Inside an alkaline cell I think the electrolyte paste might be somewhat wetter and more damaging if it leaks. (It's caustic too and not good to get on your skin. If you find a leak clean it up immediately with vinegar, rinse with deionized water and leave to dry thoroughly in a warm place before reapplying power.)

Incidentally this is just a hypothetical discussion. It's not advising anyone to take batteries apart, especially not alkaline batteries.


----------



## Handlobraesing (Mar 30, 2008)

chlorides of zinc and amomnium.


----------



## mwaldron (Apr 8, 2008)

By annoying coincidence I have a picture to share with you...

I've been all excited to refurbish my Eternalights, I ordered new membranes from TechAss (he sent them free under warranty, great and quick service) and new Nichia GS LEDs from CPFM arrived yesterday.

I take apart my first trusty ErgoXray and find this:







I called Energizer, they're sending me an envelope to return it to them. I applied 4.5V from my bench supply but the light is dead. 

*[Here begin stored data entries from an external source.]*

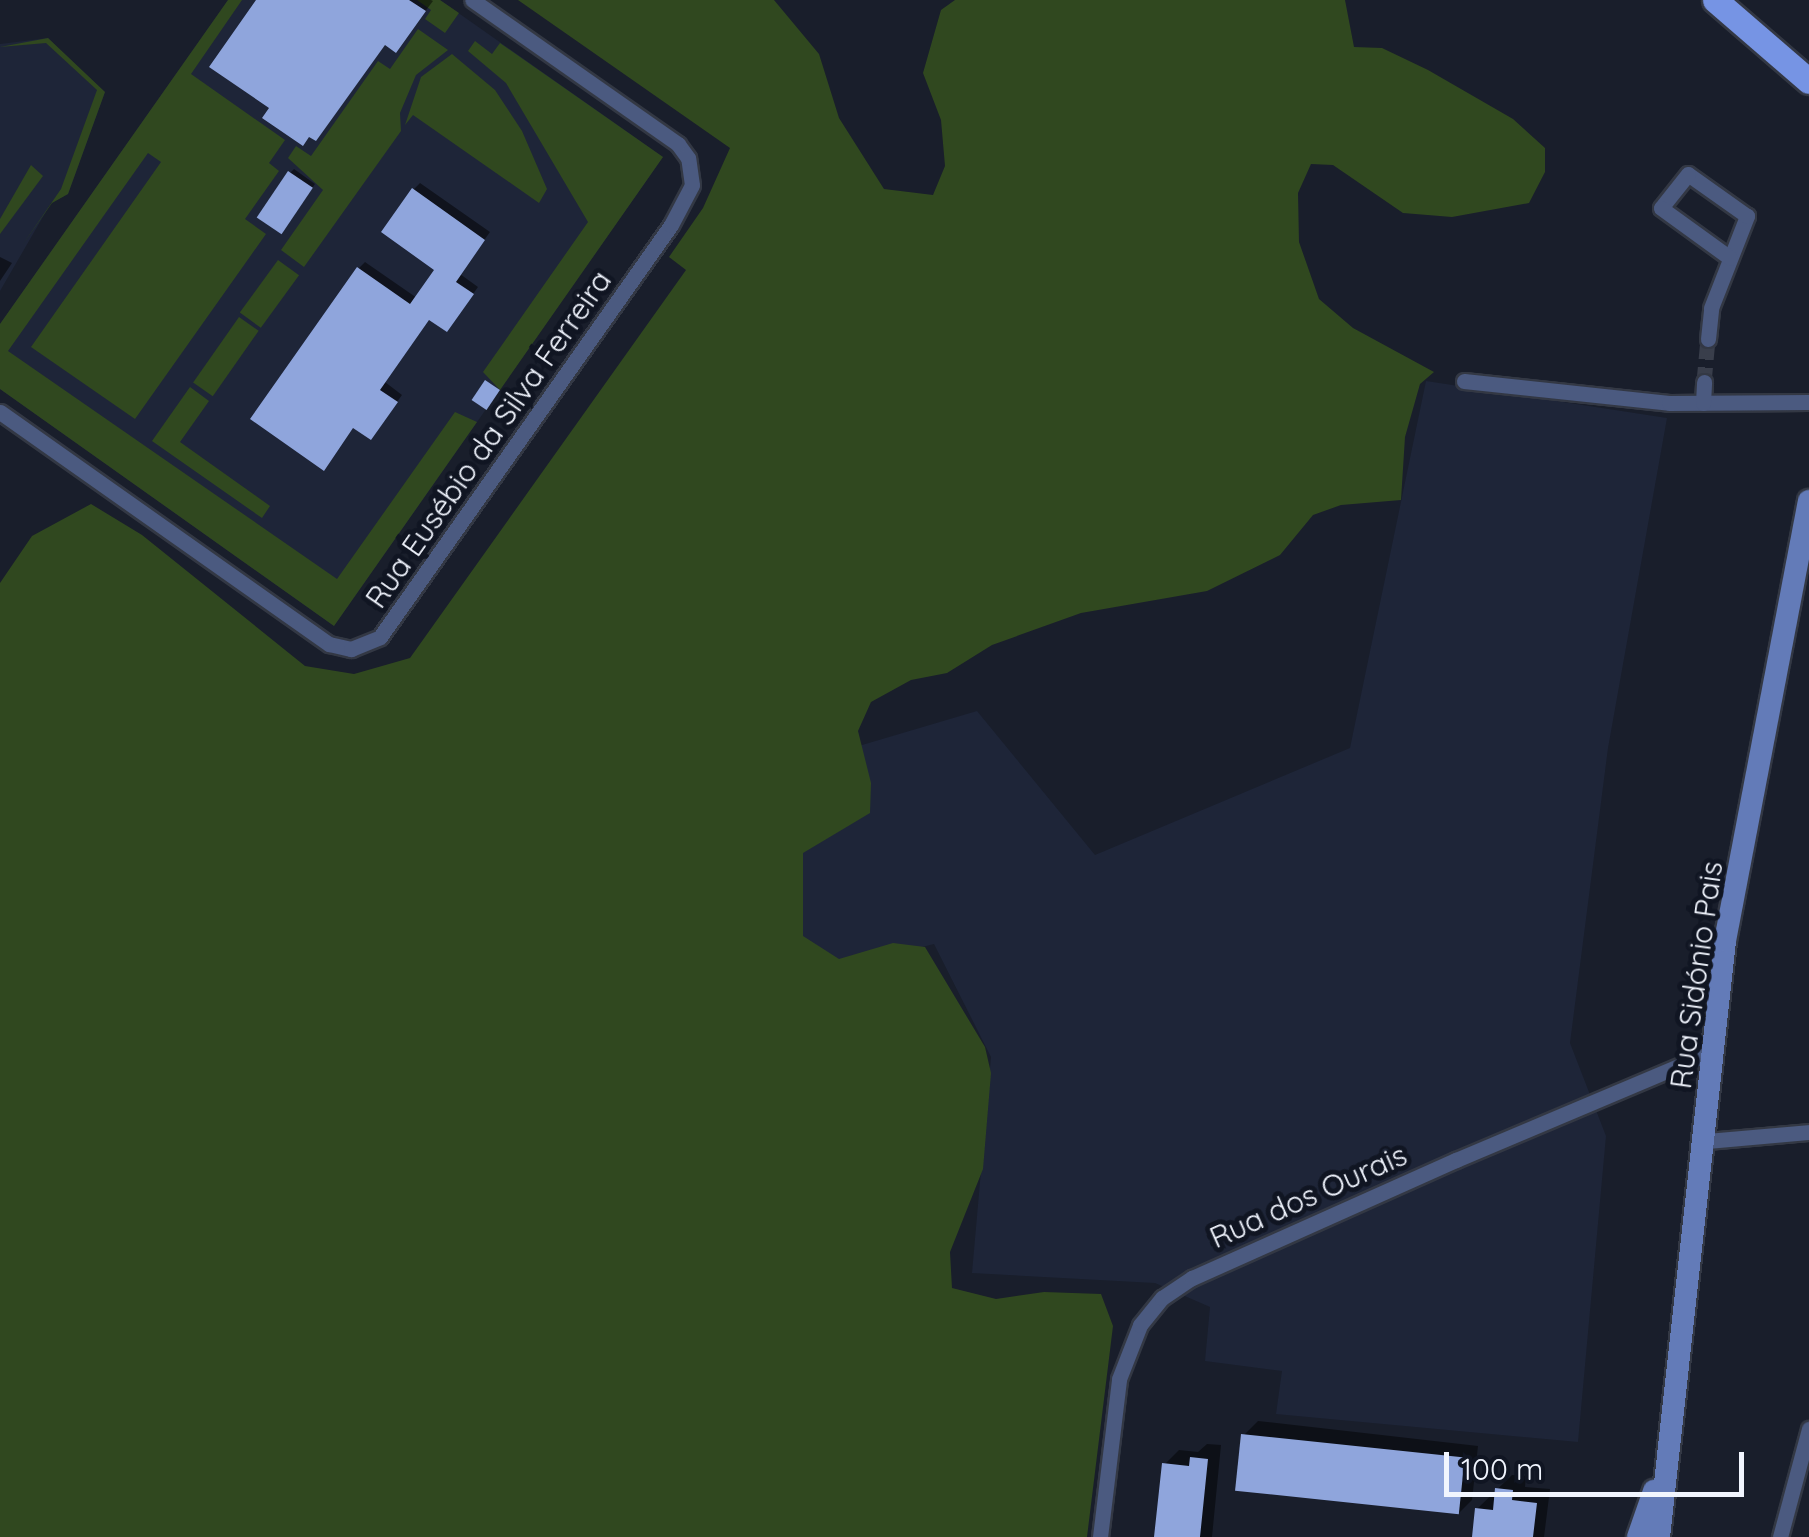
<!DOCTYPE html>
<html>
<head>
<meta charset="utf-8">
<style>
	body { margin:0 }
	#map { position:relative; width:1809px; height:1537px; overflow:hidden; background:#191e2b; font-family:Quicksand,sans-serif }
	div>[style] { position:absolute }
	.built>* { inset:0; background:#1e2538 }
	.green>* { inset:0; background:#30481f; transform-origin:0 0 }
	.shadow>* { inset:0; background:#0007 }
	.building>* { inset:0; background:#8fa5dc; transform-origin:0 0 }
	.street-tunnel>* { height:15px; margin-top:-7.5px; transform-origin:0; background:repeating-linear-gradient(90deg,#393e4b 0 15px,transparent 0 23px) }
	.roads { filter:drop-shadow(2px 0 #333844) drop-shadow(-2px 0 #333844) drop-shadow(0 2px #333844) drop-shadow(0 -2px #333844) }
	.street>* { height:15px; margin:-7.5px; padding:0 7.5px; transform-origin:7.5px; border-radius:7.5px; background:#4b5a80 }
	.secondary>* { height:22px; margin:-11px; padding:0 11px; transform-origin:11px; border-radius:11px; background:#637bb8 }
	.primary>* { height:25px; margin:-12.5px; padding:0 12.5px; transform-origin:12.5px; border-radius:12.5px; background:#7694e4 }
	span { translate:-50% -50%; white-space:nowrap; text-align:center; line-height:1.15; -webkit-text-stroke:10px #101522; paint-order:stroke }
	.street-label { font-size:30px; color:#f1f5fe }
	.scale { position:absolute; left:1444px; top:1452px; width:300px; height:45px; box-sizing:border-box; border:5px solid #f1f5fe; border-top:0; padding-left:12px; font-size:30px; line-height:35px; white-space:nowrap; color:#f1f5fe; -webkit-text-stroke:8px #101522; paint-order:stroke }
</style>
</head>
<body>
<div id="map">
	<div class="built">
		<i style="clip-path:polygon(228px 0,440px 0,663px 157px,334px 626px,0 389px,0 324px)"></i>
		<i style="clip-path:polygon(48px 38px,105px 92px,68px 194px,51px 203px,0 291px,0 44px)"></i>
		<i style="clip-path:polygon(1426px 381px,1667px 418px,1608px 748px,1570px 1043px,1606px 1136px,1578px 1442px,1276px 1414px,1282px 1371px,1205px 1361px,1210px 1307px,1155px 1283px,972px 1273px,991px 1057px,934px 944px,796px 979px,737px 782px,977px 711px,1095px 855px,1350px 748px)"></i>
	</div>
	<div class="green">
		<i style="clip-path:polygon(228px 0,242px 0,191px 74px,285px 140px,269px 163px,279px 171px,245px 219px,266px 234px,135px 419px,31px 347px,161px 162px,148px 153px,8px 351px,337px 579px,455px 412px,477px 422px,334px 626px,0 389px,0 324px)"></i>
		<i style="clip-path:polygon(417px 0,440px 0,459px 13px,445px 33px,425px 19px,431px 10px)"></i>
		<i style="clip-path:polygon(518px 0,774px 0,819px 54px,839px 118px,884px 189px,933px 195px,945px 166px,941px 120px,923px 73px,941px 10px,955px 0,1345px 0,1354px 47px,1382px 48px,1428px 70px,1513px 119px,1545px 148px,1545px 172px,1529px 203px,1452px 217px,1403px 213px,1333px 165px,1311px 164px,1298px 193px,1299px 242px,1319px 299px,1353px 328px,1434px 372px,1420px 384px,1405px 437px,1401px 500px,1341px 505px,1313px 515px,1280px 555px,1207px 591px,1081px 613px,992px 645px,947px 673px,911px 680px,871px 702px,858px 731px,871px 783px,870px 813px,803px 853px,803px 936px,839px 959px,893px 943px,925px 947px,985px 1047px,991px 1073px,983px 1169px,950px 1252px,952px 1288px,996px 1299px,1044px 1292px,1101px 1294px,1113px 1326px,1087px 1537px,0 1537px,0 583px,32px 536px,91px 504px,142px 535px,305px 666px,354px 674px,410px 658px,686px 270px,669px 257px,703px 208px,730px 148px)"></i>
		<i style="clip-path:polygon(418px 29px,448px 50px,416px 75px,400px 113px,401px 131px,304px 267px,281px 250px,323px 190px,288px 158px,296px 146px,311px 156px,378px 61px,390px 69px)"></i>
		<i style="clip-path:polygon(48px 38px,105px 92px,68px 194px,52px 203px,21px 247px,61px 189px,97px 90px,46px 43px,0 47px)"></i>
		<i style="clip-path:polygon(475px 41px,492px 54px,500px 43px,663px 157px,500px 390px,483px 372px,588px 222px,506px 83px,468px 51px)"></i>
		<i style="clip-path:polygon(452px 54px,495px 90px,522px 131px,547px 189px,539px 203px,413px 115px,405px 125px,421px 77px)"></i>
		<i style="clip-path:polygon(31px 165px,43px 176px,0 234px,0 219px)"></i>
		<i style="left:278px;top:260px;width:26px;height:65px;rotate:36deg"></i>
		<i style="left:239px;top:317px;width:24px;height:80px;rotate:35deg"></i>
		<i style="clip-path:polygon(190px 387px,209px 401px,180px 442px,270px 506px,262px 518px,152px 441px)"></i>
	</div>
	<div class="shadow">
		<i style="clip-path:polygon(260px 0,431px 0,433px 1px,396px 50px,386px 43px,316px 138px,272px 108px)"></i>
		<i style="clip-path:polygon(294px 169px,315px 184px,284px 227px,290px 173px)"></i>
		<i style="clip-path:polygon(420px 183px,490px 232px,460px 274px,478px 287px,453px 322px,430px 318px,385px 382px,402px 395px,377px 430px,359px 268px,365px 262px,417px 298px,438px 269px,414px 189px)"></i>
		<i style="clip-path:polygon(0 257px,12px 263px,0 281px)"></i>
		<i style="clip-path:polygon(1258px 1421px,1478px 1446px,1472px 1500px,1458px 1514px,1244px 1435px)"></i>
		<i style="clip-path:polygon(1207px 1444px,1221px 1445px,1212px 1537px,1156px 1537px,1165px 1464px,1179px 1450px,1198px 1452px)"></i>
		<i style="clip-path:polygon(1512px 1475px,1526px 1476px,1525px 1487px,1550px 1489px,1544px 1537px,1474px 1537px,1477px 1509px)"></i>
	</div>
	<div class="building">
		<i style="clip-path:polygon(256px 0,409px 0,426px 11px,396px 53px,385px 45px,316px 141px,309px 137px,303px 146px,262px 118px,269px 108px,209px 67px)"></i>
		<i style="left:288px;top:171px;width:30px;height:56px;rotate:34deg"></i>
		<i style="clip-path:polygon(412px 188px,485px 240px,456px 282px,474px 294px,447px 332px,429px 320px,380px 390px,398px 402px,371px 440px,353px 428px,324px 471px,250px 419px,357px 267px,410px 304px,434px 270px,381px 232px)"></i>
		<i style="left:485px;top:380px;width:18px;height:24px;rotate:34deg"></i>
		<i style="left:1241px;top:1434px;width:225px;height:57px;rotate:6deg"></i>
		<i style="clip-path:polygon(1190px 1457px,1208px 1459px,1200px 1537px,1154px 1537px,1162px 1463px,1189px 1466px)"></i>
		<i style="clip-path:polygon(1495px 1488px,1513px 1490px,1512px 1500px,1537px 1503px,1533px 1537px,1472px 1537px,1475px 1508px,1493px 1510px)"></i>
	</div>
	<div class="street-tunnel">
		<i style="left:1704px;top:382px;width:43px;rotate:-84.7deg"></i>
	</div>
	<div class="roads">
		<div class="street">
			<i style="left:1708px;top:339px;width:31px;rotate:-84deg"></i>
			<i style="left:1711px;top:308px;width:99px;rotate:-68.6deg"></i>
			<i style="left:1747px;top:216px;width:72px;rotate:-144.6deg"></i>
			<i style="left:1688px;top:174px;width:43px;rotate:128.5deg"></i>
			<i style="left:1661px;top:208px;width:85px;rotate:35.9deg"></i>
			<i style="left:1464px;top:381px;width:206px;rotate:6.1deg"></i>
			<i style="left:1669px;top:403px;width:140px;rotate:-0.4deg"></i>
			<i style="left:1703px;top:403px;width:21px;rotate:-87deg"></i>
			<i style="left:0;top:412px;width:403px;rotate:35.2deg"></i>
			<i style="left:329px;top:644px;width:23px;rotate:13deg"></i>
			<i style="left:351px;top:649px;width:31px;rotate:-22deg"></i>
			<i style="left:380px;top:637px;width:504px;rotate:-54.77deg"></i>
			<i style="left:671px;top:225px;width:45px;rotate:-62.3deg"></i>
			<i style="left:692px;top:185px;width:27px;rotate:-98deg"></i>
			<i style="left:688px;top:158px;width:17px;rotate:-126deg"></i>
			<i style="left:678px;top:144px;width:251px;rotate:-145deg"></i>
			<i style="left:1706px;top:1141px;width:103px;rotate:-5deg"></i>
			<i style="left:1100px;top:1537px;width:159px;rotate:-83.1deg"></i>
			<i style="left:1119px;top:1379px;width:58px;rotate:-68.7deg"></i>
			<i style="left:1140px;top:1325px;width:35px;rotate:-51deg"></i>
			<i style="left:1162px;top:1298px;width:36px;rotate:-34deg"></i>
			<i style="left:1192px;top:1278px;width:289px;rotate:-24.1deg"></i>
			<i style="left:1456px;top:1160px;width:278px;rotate:-22.9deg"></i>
			<i style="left:1780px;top:1537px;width:112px;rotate:-75deg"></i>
		</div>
		<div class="secondary">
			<i style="left:1638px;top:1537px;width:49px;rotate:-70.8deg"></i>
			<i style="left:1659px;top:1537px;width:600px;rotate:-83.68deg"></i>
			<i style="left:1725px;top:941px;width:448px;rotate:-79.2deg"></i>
		</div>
		<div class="primary">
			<i style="left:1715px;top:0;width:124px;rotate:40.8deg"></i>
		</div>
	</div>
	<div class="street-label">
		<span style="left:488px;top:439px;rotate:-55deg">Rua Eusébio da Silva Ferreira</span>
		<span style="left:1696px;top:975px;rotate:-82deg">Rua Sidónio Pais</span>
		<span style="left:1308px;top:1196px;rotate:-24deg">Rua dos Ourais</span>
	</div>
	<div class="scale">100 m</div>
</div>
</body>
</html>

My question is do batteries spike in voltage when they leak? Seems like that wouldn't be possible but something happened in there. It got pretty hot too because the cell wrapper is melted off around the negative terminal of the leaking cell. 

Now I get to see how good Energizer's service is, but I suspect I'll be getting a new Eternalight.


----------



## Burgess (Apr 8, 2008)

I remember, in the 1960's, when Leak-Proof batteries were introduced.




Now, they're just trying to "perfect" them.



_


----------



## mwaldron (Apr 8, 2008)

When I get this all worked out all 3 of my EternaLights are getting Lithium AA's...


----------



## Mr Happy (Apr 8, 2008)

mwaldron said:


> When I get this all worked out all 3 of my EternaLights are getting Lithium AA's...


Then if they fail they won't just leak, they will explode and burst into flames...


----------



## mwaldron (Apr 9, 2008)

Mr Happy said:


> Then if they fail they won't just leak, they will explode and burst into flames...



What a happy thought...


----------